Collected data
⟨

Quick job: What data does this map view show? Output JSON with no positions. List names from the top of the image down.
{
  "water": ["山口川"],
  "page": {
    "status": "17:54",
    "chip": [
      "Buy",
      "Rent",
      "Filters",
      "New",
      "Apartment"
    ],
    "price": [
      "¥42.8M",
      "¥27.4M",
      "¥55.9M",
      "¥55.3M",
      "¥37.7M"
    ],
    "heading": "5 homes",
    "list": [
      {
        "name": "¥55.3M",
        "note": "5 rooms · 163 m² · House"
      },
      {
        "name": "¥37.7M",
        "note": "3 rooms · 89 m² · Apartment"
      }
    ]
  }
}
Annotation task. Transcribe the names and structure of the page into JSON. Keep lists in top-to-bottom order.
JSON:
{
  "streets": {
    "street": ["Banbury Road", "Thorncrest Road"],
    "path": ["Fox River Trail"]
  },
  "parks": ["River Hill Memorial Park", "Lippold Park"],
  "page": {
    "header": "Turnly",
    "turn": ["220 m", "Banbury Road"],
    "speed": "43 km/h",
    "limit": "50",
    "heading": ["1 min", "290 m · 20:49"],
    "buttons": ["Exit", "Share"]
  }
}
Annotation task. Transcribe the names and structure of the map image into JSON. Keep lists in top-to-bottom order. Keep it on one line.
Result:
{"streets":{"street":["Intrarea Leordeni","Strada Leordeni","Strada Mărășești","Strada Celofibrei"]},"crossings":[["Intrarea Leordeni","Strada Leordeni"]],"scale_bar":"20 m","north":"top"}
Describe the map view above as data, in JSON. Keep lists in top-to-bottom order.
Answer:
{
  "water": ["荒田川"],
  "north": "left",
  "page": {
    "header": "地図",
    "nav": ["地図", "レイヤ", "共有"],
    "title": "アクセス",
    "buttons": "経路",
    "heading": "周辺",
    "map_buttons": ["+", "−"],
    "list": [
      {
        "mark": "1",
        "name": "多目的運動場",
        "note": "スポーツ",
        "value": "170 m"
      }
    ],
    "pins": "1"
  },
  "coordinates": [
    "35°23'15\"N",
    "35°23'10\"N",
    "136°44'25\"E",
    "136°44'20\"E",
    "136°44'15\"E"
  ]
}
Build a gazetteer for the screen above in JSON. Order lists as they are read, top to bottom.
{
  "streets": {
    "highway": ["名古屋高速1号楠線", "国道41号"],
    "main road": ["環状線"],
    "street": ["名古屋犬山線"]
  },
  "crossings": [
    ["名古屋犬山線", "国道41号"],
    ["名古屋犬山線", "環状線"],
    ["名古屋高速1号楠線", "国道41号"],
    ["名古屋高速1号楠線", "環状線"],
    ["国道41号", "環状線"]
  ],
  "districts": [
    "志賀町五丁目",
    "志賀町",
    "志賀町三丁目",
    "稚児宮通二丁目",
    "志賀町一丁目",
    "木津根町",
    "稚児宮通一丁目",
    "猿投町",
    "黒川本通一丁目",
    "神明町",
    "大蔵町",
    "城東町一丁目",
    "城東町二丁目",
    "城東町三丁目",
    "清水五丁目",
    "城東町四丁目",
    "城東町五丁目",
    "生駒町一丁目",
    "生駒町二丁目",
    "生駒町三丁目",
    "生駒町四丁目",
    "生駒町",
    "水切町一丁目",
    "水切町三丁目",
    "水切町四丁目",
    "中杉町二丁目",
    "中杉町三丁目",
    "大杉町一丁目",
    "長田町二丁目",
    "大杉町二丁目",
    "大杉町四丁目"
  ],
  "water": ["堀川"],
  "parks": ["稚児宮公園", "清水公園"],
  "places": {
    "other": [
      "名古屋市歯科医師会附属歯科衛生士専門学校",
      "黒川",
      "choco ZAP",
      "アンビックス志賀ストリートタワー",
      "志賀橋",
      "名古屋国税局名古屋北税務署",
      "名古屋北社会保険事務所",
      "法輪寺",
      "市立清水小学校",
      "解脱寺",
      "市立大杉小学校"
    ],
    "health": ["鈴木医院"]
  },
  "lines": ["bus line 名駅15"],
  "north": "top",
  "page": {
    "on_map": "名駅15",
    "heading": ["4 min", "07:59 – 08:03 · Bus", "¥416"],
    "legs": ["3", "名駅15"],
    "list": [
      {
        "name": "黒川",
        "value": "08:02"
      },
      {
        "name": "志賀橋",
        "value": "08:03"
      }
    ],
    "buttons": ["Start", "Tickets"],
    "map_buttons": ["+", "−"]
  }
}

⟩

How to complete this task: An exact reproduction of all the entries, complete to the last line, is needed.

Result:
Quick job: What data does this map view show? Output JSON with no positions. List names from the top of the image down.
{
  "water": ["山口川"],
  "page": {
    "status": "17:54",
    "chip": [
      "Buy",
      "Rent",
      "Filters",
      "New",
      "Apartment"
    ],
    "price": [
      "¥42.8M",
      "¥27.4M",
      "¥55.9M",
      "¥55.3M",
      "¥37.7M"
    ],
    "heading": "5 homes",
    "list": [
      {
        "name": "¥55.3M",
        "note": "5 rooms · 163 m² · House"
      },
      {
        "name": "¥37.7M",
        "note": "3 rooms · 89 m² · Apartment"
      }
    ]
  }
}
Annotation task. Transcribe the names and structure of the page into JSON. Keep lists in top-to-bottom order.
JSON:
{
  "streets": {
    "street": ["Banbury Road", "Thorncrest Road"],
    "path": ["Fox River Trail"]
  },
  "parks": ["River Hill Memorial Park", "Lippold Park"],
  "page": {
    "header": "Turnly",
    "turn": ["220 m", "Banbury Road"],
    "speed": "43 km/h",
    "limit": "50",
    "heading": ["1 min", "290 m · 20:49"],
    "buttons": ["Exit", "Share"]
  }
}
Annotation task. Transcribe the names and structure of the map image into JSON. Keep lists in top-to-bottom order. Keep it on one line.
Result:
{"streets":{"street":["Intrarea Leordeni","Strada Leordeni","Strada Mărășești","Strada Celofibrei"]},"crossings":[["Intrarea Leordeni","Strada Leordeni"]],"scale_bar":"20 m","north":"top"}
Describe the map view above as data, in JSON. Keep lists in top-to-bottom order.
Answer:
{
  "water": ["荒田川"],
  "north": "left",
  "page": {
    "header": "地図",
    "nav": ["地図", "レイヤ", "共有"],
    "title": "アクセス",
    "buttons": "経路",
    "heading": "周辺",
    "map_buttons": ["+", "−"],
    "list": [
      {
        "mark": "1",
        "name": "多目的運動場",
        "note": "スポーツ",
        "value": "170 m"
      }
    ],
    "pins": "1"
  },
  "coordinates": [
    "35°23'15\"N",
    "35°23'10\"N",
    "136°44'25\"E",
    "136°44'20\"E",
    "136°44'15\"E"
  ]
}
Build a gazetteer for the screen above in JSON. Order lists as they are read, top to bottom.
{
  "streets": {
    "highway": ["名古屋高速1号楠線", "国道41号"],
    "main road": ["環状線"],
    "street": ["名古屋犬山線"]
  },
  "crossings": [
    ["名古屋犬山線", "国道41号"],
    ["名古屋犬山線", "環状線"],
    ["名古屋高速1号楠線", "国道41号"],
    ["名古屋高速1号楠線", "環状線"],
    ["国道41号", "環状線"]
  ],
  "districts": [
    "志賀町五丁目",
    "志賀町",
    "志賀町三丁目",
    "稚児宮通二丁目",
    "志賀町一丁目",
    "木津根町",
    "稚児宮通一丁目",
    "猿投町",
    "黒川本通一丁目",
    "神明町",
    "大蔵町",
    "城東町一丁目",
    "城東町二丁目",
    "城東町三丁目",
    "清水五丁目",
    "城東町四丁目",
    "城東町五丁目",
    "生駒町一丁目",
    "生駒町二丁目",
    "生駒町三丁目",
    "生駒町四丁目",
    "生駒町",
    "水切町一丁目",
    "水切町三丁目",
    "水切町四丁目",
    "中杉町二丁目",
    "中杉町三丁目",
    "大杉町一丁目",
    "長田町二丁目",
    "大杉町二丁目",
    "大杉町四丁目"
  ],
  "water": ["堀川"],
  "parks": ["稚児宮公園", "清水公園"],
  "places": {
    "other": [
      "名古屋市歯科医師会附属歯科衛生士専門学校",
      "黒川",
      "choco ZAP",
      "アンビックス志賀ストリートタワー",
      "志賀橋",
      "名古屋国税局名古屋北税務署",
      "名古屋北社会保険事務所",
      "法輪寺",
      "市立清水小学校",
      "解脱寺",
      "市立大杉小学校"
    ],
    "health": ["鈴木医院"]
  },
  "lines": ["bus line 名駅15"],
  "north": "top",
  "page": {
    "on_map": "名駅15",
    "heading": ["4 min", "07:59 – 08:03 · Bus", "¥416"],
    "legs": ["3", "名駅15"],
    "list": [
      {
        "name": "黒川",
        "value": "08:02"
      },
      {
        "name": "志賀橋",
        "value": "08:03"
      }
    ],
    "buttons": ["Start", "Tickets"],
    "map_buttons": ["+", "−"]
  }
}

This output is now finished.